Por Jorge Lendeborg
En los últimos días, mi renuncia a la campaña del candidato del PLD, Abel Martínez, se ha convertido en el tema político más destacado. Lo que comenzó como una simple declaración en un periódico digital se ha extendido a un sinfín de declaraciones atribuidas a mí, las cuales nunca he dicho. La última de ellas, que “Abel es un mala paga”, término que he rechazado y que nunca ha salido de mi boca.
La reacción de un ala del equipo de comunicación digital de dicho proyecto, en defensa de su candidato, ha dirigido los cañones hacia mí. Lo primero que quiero dejar claro es que esta acción demuestra un alto nivel de desconocimiento de la comunicación política. Lo que dictaba la estrategia era no responder, y la información moriría en menos de un día. Cuando una persona emite un juicio, opinión o crítica hacia un candidato presidencial, no se le responde, a menos que la persona esté en el mismo nivel de confrontación, lo cual no es mi caso. Lo que expresé en un medio digital fue una simple información, pero el equipo de comunicadores digitales, voceros digitales y redes de apoyo del candidato lo convirtieron erróneamente en comunicación, y son ellos quienes han puesto el tema en el tapete y lo han hecho viral, al punto de convertir mi nombre y la noticia en un «Trending Topic» durante varias horas seguidas, algo que nunca han logrado hacer a favor de su propio candidato.

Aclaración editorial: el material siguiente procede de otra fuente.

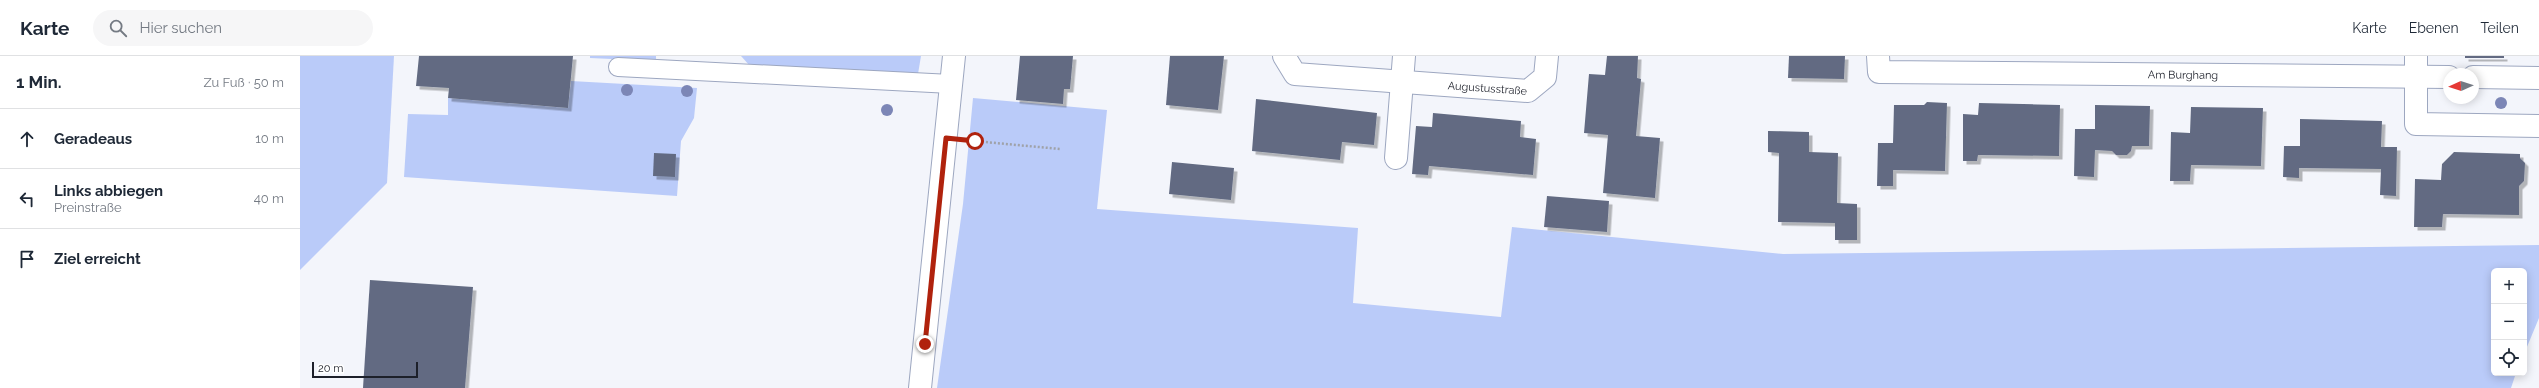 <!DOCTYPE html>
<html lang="de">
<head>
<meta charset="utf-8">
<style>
  :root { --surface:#fff; --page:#f6f6f7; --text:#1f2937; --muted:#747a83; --line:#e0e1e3 }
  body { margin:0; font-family:Raleway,sans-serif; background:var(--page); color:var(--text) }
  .controls { position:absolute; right:12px; bottom:12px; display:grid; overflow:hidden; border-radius:6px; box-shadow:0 2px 10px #0003 }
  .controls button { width:36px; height:36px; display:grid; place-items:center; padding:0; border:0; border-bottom:1px solid var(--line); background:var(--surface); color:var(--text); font:20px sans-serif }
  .compass { position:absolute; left:2143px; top:12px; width:36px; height:36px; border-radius:50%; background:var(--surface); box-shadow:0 2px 10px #0003; rotate:267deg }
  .scale { position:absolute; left:12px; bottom:10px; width:106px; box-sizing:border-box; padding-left:4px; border:2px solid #1d202a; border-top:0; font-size:11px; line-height:14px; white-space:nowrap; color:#1d202a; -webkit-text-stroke:3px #fff; paint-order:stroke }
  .stop { position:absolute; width:12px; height:12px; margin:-9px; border:3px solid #b0220d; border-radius:50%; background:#fff }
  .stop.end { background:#b0220d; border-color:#fff; box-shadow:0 1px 4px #0008 }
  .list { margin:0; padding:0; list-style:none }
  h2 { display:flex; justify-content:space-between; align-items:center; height:52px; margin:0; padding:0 16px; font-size:17px }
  h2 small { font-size:13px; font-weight:400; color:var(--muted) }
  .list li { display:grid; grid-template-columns:26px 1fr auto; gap:12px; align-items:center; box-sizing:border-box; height:60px; padding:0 16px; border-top:1px solid var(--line) }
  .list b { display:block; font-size:15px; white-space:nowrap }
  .list p { margin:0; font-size:13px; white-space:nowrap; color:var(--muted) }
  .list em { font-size:13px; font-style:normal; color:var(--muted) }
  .icon { flex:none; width:22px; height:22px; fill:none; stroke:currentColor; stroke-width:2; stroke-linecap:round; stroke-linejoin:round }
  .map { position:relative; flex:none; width:2239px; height:332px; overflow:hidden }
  header { display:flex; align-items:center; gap:24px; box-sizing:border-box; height:56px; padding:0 20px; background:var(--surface); border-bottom:1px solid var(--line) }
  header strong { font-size:19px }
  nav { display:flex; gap:22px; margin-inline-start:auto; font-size:14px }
  .search { width:280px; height:36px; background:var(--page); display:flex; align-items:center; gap:10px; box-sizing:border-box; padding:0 14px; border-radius:22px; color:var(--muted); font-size:15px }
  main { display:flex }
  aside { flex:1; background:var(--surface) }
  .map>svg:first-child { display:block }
  .green { fill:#bacbf9 }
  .building { fill:#626b82; filter:url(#shadow) }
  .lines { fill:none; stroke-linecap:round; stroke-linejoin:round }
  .lane-casing { stroke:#9da7c0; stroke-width:20 }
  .street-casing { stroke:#9da7c0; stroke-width:24 }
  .path { stroke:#9fa2a9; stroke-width:2.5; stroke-dasharray:2 2; stroke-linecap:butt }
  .lane { stroke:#fff; stroke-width:18 }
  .street { stroke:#fff; stroke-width:22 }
  .tree { fill:#7c86b6 }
  .route { stroke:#b0220d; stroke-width:5 }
  .labels { text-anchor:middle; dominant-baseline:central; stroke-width:3; stroke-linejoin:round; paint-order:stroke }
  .street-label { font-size:11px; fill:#1d202a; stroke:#fff }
</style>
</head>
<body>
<header>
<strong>Karte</strong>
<div class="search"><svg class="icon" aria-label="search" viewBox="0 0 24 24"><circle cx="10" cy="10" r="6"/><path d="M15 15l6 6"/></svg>Hier suchen</div>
<nav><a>Karte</a><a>Ebenen</a><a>Teilen</a></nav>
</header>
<main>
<aside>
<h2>1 Min.<small>Zu Fuß · 50 m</small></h2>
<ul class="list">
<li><svg class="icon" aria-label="ahead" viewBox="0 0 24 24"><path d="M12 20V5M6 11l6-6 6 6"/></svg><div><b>Geradeaus</b></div><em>10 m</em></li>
<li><svg class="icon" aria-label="left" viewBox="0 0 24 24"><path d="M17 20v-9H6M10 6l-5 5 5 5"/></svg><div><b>Links abbiegen</b><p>Preinstraße</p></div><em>40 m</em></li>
<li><svg class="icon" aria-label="arrive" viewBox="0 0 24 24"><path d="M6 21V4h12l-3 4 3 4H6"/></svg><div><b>Ziel erreicht</b></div></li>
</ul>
</aside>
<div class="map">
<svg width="2239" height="332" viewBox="0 0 2239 332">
  <defs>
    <filter id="shadow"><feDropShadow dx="3.5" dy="3.5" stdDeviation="0" flood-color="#0004"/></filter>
  </defs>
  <rect width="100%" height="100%" fill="#f3f5fb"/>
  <g class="green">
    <path d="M0,0H94L87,127L0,214Z"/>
    <path d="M290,0H356V5L290,2Z"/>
    <path d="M441,0H621L618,18L450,10Z"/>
    <path d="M271,25L397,32L394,62L381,85L377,140L104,121L108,58L148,59V42L268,52Z"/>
    <path d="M673,42L807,54L797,153L1058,172L1053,247L1201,261L1212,171L1483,198L2239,189V262L2224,298V215H2194V317H2216L2211,332H637L663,148Z"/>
  </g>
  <g class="building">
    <path d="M119,0H273L268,52L148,42L149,32L116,30Z"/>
    <path d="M720,0H773L770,33H764L763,48L716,44Z"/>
    <path d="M870,0H924L918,54L866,49Z"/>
    <path d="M1307,0H1338L1337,22L1341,23L1336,80L1360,82L1355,142L1303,137L1308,79L1284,77L1289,18L1305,19Z"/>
    <path d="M1489,0H1545L1544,23L1488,22Z"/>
    <rect x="2165" y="0" width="39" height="2"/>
    <path d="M956,43L1077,57L1074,89L1042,86L1040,104L952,95Z"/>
    <path d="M1627,46L1647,47L1645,115L1593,114V130H1577L1578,87H1593L1594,49H1624Z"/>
    <path d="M1679,47L1760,49L1759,100L1678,99L1677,105H1663V58L1678,59Z"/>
    <path d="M1795,49L1850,50L1849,90H1832L1831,95L1827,99H1816L1812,95L1795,94L1794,121L1774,120L1775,73H1795Z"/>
    <path d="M1891,51L1963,52L1961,110L1891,109L1890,125H1870L1871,76L1890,77Z"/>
    <path d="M1133,57L1221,65L1220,81L1236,83L1233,119L1129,110L1128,119L1112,118L1116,70L1132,71Z"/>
    <path d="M2000,63L2082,65L2081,91H2097L2096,140L2080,139L2081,113L1999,112V122L1983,121L1984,90H2000Z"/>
    <path d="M1468,75L1509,76V96L1538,97L1537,147L1557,148V184H1535V167L1478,166L1479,97L1468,96Z"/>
    <path d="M2154,96L2220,98V102L2225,107L2224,125L2219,130V159L2143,158L2142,171H2114L2115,123L2141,124L2142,108Z"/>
    <path d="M354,97L376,98L375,121L353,120Z"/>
    <path d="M872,106L934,112L931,144L869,138Z"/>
    <path d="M1247,140L1309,145L1307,176L1244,171Z"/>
    <path d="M70,224L173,231L165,332H63Z"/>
  </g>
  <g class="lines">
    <g class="lane-casing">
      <path id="lane" d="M318,11L651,28"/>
    </g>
    <g class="street-casing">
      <g id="street">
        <path id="s1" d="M984,0L995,18L1228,35L1245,21L1247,0"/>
        <path id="s2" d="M1578,0L1579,16L2149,21"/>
        <path d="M2116,0V68L2239,70"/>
        <path d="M2173,21L2239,22"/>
        <path d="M1096,102L1104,0"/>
        <path d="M620,332L654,0"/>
      </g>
    </g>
    <path class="path" d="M674,85L760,93"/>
    <use href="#lane" class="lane"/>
    <use href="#street" class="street"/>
  </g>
  <g class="tree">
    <circle cx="327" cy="34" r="6"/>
    <circle cx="387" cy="35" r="6"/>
    <circle cx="2201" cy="47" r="6"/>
    <circle cx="587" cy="54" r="6"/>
  </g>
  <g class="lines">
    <path class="route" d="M625,288L646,82L675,85"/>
  </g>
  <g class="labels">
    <g class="street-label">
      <text stroke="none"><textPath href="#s2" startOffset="320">Am Burghang</textPath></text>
      <text stroke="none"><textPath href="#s1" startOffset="214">Augustusstraße</textPath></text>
    </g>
  </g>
</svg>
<div class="controls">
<button>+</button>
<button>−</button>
<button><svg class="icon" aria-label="locate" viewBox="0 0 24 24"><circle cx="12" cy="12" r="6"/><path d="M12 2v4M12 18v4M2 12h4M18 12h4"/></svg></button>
</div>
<svg class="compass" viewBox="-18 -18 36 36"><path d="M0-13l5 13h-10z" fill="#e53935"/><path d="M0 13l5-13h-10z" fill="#747a83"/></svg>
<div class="scale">20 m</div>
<div class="stop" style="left:675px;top:85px"></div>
<div class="stop end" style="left:625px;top:288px"></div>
</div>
</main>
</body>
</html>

En segundo lugar, la falta de estrategia, dirección y conocimiento del marketing político se evidencia cuando no aprovechan esta ocasión a favor de su candidato. En estos dos días, el nombre de Abel Martínez ha tenido más menciones y conocimiento que en los últimos tres meses, lo cual era el momento oportuno para que el candidato subiera un tweet que no solo cerrara este capítulo, sino que resaltara sus cualidades como una persona de palabra, firme y honesta. Al mismo tiempo, podría haber desmentido los rumores de que es arrogante y prepotente. Debo confesar que, en mi experiencia personal, nunca recibí ni arrogancia ni prepotencia de su parte. Un ejemplo de cómo se podría haber girado esta situación negativa a favor del candidato sería un tweet como este: «Ciertamente, el amigo Lendeborg tiene razón. Me he retrasado en el compromiso contraído con él. Le expresé que estamos trabajando en los recursos porque no aceptamos dinero de cualquier persona. En este proyecto, el narcofinanciamiento no tiene cabida, y no estamos haciendo compromisos que no podamos cumplir ni vendiendo este proyecto al mejor postor. Este proyecto es diferente…». Este tipo de enfoque podría haber cambiado la situación a favor del candidato, pero como mencioné antes, en ese proyecto nadie sabe qué hacer para impulsar la candidatura. Prefirieron dirigir los cañones hacia mí, creando una campaña negativa y atacando mi ética.
Al menos, pido que me saquen de los grupos de comunicación y redes del proyecto para no enterarme cada vez que suben la línea de ataque y bajan línea en mi contra. Ayer, casi 7,000 cuentas me atacaron simultáneamente, razón por la cual estos individuos mantienen el tema viral.
Hablemos de ética. Seguro que no es ético hablar de un cliente, pero tampoco es ético apadrinar una campaña negativa contra una persona que se la jugó por ti en el momento que más lo necesitaste, usted sabe a qué me refiero: a una persona que ha estado colaborando contigo desde junio de 2022. Fecha donde en tu propia cuenta me diste la bienvenida como asesor. Tampoco es ético pedirme que “toma el primer avión, te necesito aquí” y luego permitir que tu equipo diga que eso es falso. No me refiero a Fernando Ramírez, sé que no es parte de tu equipo, que no pertenece a la campaña y que tú no lo quieres cerca. Ese es un individuo problemático que cada vez que abre la boca te causa problemas.
Tampoco es ético que acordemos algo y luego no recibas respuesta como lo hiciste. Después de los meses que he colaborado contigo, de mis asesoramientos, de haberme jugado el todo por ti, de los múltiples encuentros de asesoramiento y mi aporte que siempre has valorado, de haberte dado un impulso en conocimiento en estos días, de haber unificado por primera vez todo tu equipo de redes en un solo tema, de haber revivido tu candidatura, de estos dos meses de trabajo presencial, de no cumplir tu palabra. O puedes hacerlo por cualquier razón que desees, ordénele a su equipo pasar página y detener la campaña en mi contra. O por lo menos avísenme, para cambiarme de ropa, porque yo si se pelear en ese terreno, ¡y su equipo no sale conmigo!